Take the lines below from the first through the one that contains "position:absolute; left:1320px; top:21px;" and copy them exactly.

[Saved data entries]

-----

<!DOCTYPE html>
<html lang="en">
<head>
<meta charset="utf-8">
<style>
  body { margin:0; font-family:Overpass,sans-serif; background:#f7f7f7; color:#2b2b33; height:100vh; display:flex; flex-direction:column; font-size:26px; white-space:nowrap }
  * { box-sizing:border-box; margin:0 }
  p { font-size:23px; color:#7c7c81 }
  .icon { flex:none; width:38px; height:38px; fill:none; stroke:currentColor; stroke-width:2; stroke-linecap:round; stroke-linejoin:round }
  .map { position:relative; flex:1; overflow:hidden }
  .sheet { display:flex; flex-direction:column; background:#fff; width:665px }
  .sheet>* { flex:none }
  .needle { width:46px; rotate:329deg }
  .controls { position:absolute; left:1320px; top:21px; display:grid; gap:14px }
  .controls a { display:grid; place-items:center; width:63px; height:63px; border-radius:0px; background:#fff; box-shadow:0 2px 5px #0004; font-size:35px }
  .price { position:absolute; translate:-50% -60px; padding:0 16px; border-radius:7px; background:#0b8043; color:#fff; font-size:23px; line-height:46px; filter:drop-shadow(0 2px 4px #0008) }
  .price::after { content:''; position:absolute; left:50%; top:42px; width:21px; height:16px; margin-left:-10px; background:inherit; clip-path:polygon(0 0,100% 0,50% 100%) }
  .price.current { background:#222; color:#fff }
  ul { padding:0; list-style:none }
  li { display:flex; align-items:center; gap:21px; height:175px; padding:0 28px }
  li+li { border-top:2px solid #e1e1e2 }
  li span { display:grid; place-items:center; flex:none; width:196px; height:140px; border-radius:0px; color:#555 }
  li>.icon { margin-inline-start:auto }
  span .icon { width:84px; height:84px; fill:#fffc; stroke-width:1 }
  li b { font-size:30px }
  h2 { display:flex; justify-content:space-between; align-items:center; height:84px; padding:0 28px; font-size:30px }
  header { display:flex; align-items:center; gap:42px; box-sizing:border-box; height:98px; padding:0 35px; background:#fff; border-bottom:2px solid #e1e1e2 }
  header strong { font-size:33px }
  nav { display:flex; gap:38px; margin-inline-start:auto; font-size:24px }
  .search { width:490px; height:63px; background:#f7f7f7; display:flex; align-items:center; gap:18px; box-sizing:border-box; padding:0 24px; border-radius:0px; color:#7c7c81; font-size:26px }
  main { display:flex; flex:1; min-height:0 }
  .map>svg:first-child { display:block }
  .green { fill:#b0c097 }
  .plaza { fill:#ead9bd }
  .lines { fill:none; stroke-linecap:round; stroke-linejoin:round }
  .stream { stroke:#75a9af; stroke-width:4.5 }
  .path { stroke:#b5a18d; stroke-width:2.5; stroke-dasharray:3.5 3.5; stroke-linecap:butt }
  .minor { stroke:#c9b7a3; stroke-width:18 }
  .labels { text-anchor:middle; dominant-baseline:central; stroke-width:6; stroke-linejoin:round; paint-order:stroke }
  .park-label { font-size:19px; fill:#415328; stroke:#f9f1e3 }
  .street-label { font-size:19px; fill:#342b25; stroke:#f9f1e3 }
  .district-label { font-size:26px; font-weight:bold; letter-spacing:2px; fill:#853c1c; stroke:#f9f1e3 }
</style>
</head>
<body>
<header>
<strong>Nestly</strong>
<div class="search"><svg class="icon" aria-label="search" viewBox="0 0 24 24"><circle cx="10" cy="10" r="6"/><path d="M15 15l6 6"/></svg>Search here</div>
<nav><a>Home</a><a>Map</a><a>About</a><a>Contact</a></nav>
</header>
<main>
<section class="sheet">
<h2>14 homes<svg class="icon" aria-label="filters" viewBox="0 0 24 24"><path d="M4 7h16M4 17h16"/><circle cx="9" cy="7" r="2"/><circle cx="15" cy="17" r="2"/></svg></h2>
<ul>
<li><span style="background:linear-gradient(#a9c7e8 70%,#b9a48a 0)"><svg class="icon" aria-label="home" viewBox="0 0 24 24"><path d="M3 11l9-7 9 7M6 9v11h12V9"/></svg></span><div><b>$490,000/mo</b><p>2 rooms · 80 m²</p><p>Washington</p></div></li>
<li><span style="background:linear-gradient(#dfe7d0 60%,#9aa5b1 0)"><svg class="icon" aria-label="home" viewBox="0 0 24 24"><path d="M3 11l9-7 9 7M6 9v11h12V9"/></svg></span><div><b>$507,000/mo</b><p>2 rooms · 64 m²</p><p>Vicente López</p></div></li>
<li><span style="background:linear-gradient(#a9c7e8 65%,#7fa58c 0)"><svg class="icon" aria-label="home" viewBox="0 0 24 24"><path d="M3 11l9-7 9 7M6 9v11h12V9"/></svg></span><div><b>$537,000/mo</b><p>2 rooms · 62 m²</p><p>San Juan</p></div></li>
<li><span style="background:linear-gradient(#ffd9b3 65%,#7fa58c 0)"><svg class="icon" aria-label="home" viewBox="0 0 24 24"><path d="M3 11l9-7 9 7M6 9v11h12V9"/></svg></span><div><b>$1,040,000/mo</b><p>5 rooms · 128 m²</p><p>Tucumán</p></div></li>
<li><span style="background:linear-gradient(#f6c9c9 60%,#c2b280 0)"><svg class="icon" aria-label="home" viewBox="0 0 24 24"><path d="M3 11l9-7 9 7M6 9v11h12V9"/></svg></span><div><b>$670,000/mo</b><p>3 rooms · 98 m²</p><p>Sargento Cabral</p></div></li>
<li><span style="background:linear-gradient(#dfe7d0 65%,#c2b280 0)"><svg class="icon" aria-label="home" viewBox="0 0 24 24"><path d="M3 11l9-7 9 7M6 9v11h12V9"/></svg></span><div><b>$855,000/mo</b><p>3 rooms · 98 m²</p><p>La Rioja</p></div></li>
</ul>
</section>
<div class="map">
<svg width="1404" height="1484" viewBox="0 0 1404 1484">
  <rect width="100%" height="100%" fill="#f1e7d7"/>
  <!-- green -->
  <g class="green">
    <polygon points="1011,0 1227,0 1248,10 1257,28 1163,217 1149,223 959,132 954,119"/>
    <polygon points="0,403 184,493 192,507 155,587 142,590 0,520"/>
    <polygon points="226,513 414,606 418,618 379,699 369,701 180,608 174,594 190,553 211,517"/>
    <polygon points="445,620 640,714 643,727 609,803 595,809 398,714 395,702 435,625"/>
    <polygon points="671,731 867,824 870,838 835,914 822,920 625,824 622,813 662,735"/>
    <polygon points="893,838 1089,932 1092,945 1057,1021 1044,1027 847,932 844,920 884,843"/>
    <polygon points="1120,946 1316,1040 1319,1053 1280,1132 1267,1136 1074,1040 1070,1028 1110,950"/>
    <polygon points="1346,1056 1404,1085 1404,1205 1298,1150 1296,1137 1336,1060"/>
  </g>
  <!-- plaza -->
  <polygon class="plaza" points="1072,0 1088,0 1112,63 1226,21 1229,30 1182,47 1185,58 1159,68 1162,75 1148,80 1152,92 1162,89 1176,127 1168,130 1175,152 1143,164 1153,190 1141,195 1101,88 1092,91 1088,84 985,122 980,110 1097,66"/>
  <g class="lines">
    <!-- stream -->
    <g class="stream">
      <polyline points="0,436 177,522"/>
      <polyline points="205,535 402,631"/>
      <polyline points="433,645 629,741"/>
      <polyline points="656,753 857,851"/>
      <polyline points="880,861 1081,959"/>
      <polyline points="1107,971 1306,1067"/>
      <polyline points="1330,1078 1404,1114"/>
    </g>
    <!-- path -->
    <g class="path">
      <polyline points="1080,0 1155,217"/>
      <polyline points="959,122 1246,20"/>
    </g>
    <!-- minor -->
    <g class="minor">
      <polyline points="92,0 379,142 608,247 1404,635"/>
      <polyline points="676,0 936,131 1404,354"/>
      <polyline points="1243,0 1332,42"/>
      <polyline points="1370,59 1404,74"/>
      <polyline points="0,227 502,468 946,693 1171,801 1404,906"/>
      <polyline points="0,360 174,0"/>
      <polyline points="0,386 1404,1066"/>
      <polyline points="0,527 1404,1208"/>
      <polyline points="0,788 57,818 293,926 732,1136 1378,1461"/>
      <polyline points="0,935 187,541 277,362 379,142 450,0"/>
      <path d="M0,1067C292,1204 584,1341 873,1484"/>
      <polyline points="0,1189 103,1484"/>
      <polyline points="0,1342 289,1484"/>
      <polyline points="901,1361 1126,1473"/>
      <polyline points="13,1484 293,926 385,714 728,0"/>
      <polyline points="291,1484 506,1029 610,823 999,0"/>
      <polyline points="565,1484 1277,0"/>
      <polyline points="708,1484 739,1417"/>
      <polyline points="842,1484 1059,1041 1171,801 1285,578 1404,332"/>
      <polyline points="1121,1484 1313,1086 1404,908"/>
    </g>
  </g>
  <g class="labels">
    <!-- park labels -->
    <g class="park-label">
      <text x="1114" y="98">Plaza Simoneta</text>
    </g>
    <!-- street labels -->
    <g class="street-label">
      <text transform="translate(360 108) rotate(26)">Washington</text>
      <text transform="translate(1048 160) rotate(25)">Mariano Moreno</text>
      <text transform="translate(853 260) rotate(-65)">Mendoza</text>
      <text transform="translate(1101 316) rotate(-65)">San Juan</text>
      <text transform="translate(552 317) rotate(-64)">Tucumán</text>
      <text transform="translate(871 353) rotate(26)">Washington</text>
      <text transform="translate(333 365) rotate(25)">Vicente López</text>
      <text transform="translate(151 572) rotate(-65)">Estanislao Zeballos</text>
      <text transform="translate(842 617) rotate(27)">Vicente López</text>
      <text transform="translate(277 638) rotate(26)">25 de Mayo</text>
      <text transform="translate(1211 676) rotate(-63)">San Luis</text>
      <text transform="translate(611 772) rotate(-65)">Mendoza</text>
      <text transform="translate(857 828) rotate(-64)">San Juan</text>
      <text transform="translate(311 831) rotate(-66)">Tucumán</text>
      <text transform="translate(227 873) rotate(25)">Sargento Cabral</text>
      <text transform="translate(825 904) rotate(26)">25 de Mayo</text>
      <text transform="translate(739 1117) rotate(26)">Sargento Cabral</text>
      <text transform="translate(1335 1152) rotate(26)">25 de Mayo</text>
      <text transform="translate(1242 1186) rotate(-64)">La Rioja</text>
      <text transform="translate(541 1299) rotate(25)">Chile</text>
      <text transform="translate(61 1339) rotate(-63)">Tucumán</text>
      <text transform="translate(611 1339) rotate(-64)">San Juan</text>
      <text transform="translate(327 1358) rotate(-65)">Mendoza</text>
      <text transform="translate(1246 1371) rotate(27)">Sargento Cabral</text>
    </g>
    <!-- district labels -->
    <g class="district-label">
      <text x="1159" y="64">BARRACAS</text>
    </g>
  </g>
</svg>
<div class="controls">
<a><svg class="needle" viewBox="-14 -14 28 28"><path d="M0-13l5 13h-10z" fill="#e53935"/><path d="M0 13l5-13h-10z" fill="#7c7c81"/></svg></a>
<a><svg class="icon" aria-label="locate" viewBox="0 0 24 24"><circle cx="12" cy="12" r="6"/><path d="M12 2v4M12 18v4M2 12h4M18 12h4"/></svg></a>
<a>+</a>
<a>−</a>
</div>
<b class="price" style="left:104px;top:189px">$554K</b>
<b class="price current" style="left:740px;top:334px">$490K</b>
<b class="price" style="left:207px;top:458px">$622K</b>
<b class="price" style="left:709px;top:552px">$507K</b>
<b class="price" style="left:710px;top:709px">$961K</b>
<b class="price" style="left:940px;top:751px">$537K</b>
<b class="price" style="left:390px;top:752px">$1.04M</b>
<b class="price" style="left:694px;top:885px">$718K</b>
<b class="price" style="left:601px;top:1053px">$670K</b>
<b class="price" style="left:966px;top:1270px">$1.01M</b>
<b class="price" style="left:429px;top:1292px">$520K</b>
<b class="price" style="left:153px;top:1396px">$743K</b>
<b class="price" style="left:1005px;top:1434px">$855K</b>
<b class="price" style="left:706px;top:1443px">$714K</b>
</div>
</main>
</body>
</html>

-----

• _Exercise output_:
<!DOCTYPE html>
<html lang="en">
<head>
<meta charset="utf-8">
<style>
  body { margin:0; font-family:Overpass,sans-serif; background:#f7f7f7; color:#2b2b33; height:100vh; display:flex; flex-direction:column; font-size:26px; white-space:nowrap }
  * { box-sizing:border-box; margin:0 }
  p { font-size:23px; color:#7c7c81 }
  .icon { flex:none; width:38px; height:38px; fill:none; stroke:currentColor; stroke-width:2; stroke-linecap:round; stroke-linejoin:round }
  .map { position:relative; flex:1; overflow:hidden }
  .sheet { display:flex; flex-direction:column; background:#fff; width:665px }
  .sheet>* { flex:none }
  .needle { width:46px; rotate:329deg }
  .controls { position:absolute; left:1320px; top:21px; display:grid; gap:14px }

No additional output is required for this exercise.